**What is expected**. No line of the records may be dropped; print them all again exactly.

┌─ Extracted records

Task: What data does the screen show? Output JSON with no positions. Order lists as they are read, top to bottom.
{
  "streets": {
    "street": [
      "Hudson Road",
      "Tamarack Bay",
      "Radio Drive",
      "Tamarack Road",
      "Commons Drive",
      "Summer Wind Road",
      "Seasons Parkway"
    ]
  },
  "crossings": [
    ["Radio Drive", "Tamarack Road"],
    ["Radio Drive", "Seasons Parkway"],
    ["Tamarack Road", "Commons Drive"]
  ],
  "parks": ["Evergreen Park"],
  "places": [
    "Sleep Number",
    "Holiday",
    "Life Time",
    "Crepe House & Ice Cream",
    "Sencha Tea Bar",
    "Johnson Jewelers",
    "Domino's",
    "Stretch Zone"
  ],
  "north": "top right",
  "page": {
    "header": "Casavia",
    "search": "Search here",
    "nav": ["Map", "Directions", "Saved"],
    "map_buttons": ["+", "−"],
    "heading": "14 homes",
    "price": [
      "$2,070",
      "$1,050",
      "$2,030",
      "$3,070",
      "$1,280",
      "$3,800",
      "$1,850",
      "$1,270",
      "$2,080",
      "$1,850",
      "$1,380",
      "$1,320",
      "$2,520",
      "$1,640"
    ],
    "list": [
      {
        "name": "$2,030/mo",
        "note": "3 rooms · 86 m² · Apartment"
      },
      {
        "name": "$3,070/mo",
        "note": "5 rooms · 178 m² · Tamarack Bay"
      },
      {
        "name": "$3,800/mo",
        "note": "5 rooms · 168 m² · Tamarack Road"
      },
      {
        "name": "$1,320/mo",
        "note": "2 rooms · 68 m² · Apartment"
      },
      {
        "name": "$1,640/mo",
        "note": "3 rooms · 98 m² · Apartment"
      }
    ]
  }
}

└─

**Written solution**.
Task: What data does the screen show? Output JSON with no positions. Order lists as they are read, top to bottom.
{
  "streets": {
    "street": [
      "Hudson Road",
      "Tamarack Bay",
      "Radio Drive",
      "Tamarack Road",
      "Commons Drive",
      "Summer Wind Road",
      "Seasons Parkway"
    ]
  },
  "crossings": [
    ["Radio Drive", "Tamarack Road"],
    ["Radio Drive", "Seasons Parkway"],
    ["Tamarack Road", "Commons Drive"]
  ],
  "parks": ["Evergreen Park"],
  "places": [
    "Sleep Number",
    "Holiday",
    "Life Time",
    "Crepe House & Ice Cream",
    "Sencha Tea Bar",
    "Johnson Jewelers",
    "Domino's",
    "Stretch Zone"
  ],
  "north": "top right",
  "page": {
    "header": "Casavia",
    "search": "Search here",
    "nav": ["Map", "Directions", "Saved"],
    "map_buttons": ["+", "−"],
    "heading": "14 homes",
    "price": [
      "$2,070",
      "$1,050",
      "$2,030",
      "$3,070",
      "$1,280",
      "$3,800",
      "$1,850",
      "$1,270",
      "$2,080",
      "$1,850",
      "$1,380",
      "$1,320",
      "$2,520",
      "$1,640"
    ],
    "list": [
      {
        "name": "$2,030/mo",
        "note": "3 rooms · 86 m² · Apartment"
      },
      {
        "name": "$3,070/mo",
        "note": "5 rooms · 178 m² · Tamarack Bay"
      },
      {
        "name": "$3,800/mo",
        "note": "5 rooms · 168 m² · Tamarack Road"
      },
      {
        "name": "$1,320/mo",
        "note": "2 rooms · 68 m² · Apartment"
      },
      {
        "name": "$1,640/mo",
        "note": "3 rooms · 98 m² · Apartment"
      }
    ]
  }
}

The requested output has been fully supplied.